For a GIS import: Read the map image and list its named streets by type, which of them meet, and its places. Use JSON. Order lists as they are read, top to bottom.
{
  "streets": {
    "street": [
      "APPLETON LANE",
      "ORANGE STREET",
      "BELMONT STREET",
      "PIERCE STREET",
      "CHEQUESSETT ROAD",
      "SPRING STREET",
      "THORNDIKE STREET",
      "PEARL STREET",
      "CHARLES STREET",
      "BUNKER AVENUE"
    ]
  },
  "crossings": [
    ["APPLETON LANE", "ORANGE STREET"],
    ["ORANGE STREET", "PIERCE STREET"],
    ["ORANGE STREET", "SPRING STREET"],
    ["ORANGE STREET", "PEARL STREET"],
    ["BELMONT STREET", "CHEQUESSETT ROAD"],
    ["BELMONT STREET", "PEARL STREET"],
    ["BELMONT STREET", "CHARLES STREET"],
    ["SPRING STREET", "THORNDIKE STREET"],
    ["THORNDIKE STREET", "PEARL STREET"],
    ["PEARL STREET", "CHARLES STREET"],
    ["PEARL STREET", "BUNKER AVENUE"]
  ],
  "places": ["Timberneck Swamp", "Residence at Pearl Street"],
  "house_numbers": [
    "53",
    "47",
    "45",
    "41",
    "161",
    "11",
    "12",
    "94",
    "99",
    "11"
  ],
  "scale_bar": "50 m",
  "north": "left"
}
======
WHAT TO WORK ON =
Give the records again, unchanged and complete.

YOUR SOLUTION =
For a GIS import: Read the map image and list its named streets by type, which of them meet, and its places. Use JSON. Order lists as they are read, top to bottom.
{
  "streets": {
    "street": [
      "APPLETON LANE",
      "ORANGE STREET",
      "BELMONT STREET",
      "PIERCE STREET",
      "CHEQUESSETT ROAD",
      "SPRING STREET",
      "THORNDIKE STREET",
      "PEARL STREET",
      "CHARLES STREET",
      "BUNKER AVENUE"
    ]
  },
  "crossings": [
    ["APPLETON LANE", "ORANGE STREET"],
    ["ORANGE STREET", "PIERCE STREET"],
    ["ORANGE STREET", "SPRING STREET"],
    ["ORANGE STREET", "PEARL STREET"],
    ["BELMONT STREET", "CHEQUESSETT ROAD"],
    ["BELMONT STREET", "PEARL STREET"],
    ["BELMONT STREET", "CHARLES STREET"],
    ["SPRING STREET", "THORNDIKE STREET"],
    ["THORNDIKE STREET", "PEARL STREET"],
    ["PEARL STREET", "CHARLES STREET"],
    ["PEARL STREET", "BUNKER AVENUE"]
  ],
  "places": ["Timberneck Swamp", "Residence at Pearl Street"],
  "house_numbers": [
    "53",
    "47",
    "45",
    "41",
    "161",
    "11",
    "12",
    "94",
    "99",
    "11"
  ],
  "scale_bar": "50 m",
  "north": "left"
}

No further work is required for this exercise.